• **WHAT THIS TASK INVOLVES**: Copy out each line from the material where the word "down" is found.

• **DATA EXCERPTS**:
=== Begin Enclosure ===
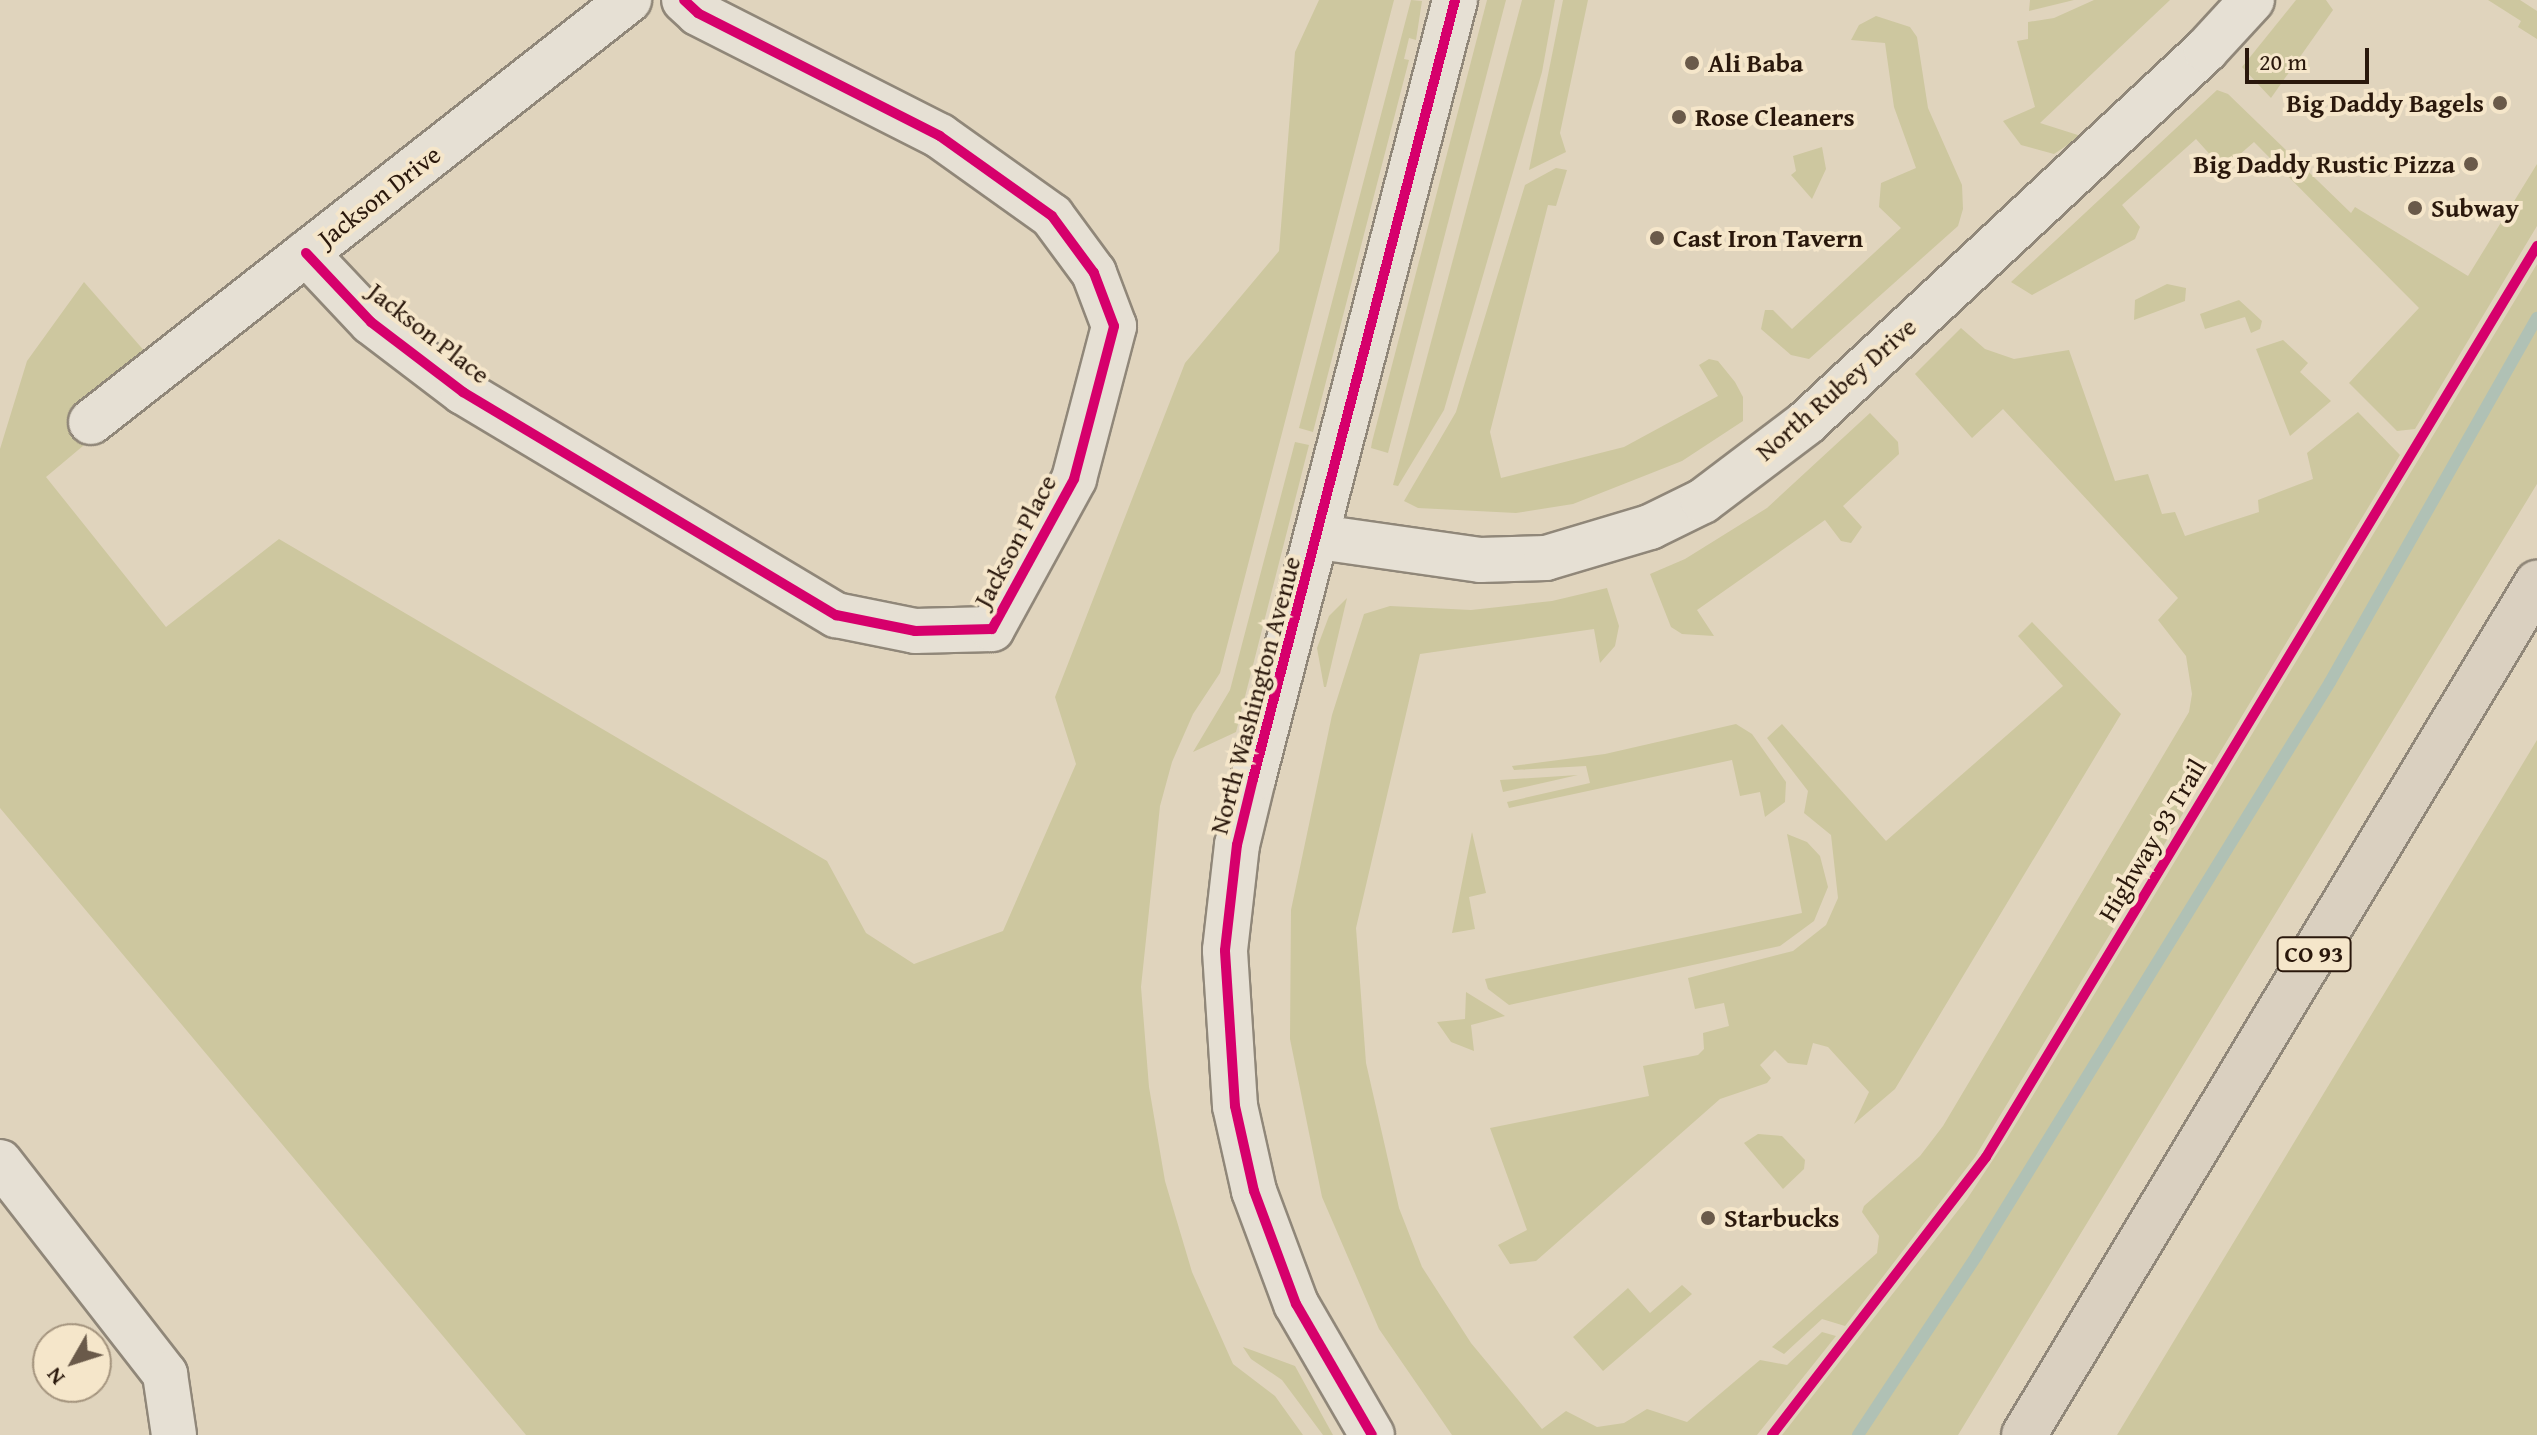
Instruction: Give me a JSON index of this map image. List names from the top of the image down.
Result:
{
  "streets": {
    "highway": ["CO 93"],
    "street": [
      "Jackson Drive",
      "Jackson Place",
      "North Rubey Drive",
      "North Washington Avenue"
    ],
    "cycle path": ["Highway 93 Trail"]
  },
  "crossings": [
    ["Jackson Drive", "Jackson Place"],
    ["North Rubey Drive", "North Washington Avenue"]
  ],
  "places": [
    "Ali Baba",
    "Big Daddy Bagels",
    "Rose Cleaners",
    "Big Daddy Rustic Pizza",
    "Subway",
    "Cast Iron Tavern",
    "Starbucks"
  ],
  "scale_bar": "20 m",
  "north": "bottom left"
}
=== End Enclosure ===
=== Begin Enclosure ===
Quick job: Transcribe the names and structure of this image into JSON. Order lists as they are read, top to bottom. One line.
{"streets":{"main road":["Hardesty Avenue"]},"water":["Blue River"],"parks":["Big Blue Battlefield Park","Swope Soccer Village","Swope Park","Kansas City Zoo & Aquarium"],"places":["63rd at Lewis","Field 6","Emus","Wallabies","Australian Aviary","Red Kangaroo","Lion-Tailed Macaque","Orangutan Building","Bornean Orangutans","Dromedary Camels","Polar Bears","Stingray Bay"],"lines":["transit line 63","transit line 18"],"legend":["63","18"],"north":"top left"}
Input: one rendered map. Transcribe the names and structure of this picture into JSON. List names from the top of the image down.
=== End Enclosure ===
• **ANSWER SPACE**:
Instruction: Give me a JSON index of this map image. List names from the top of the image down.
Input: one rendered map. Transcribe the names and structure of this picture into JSON. List names from the top of the image down.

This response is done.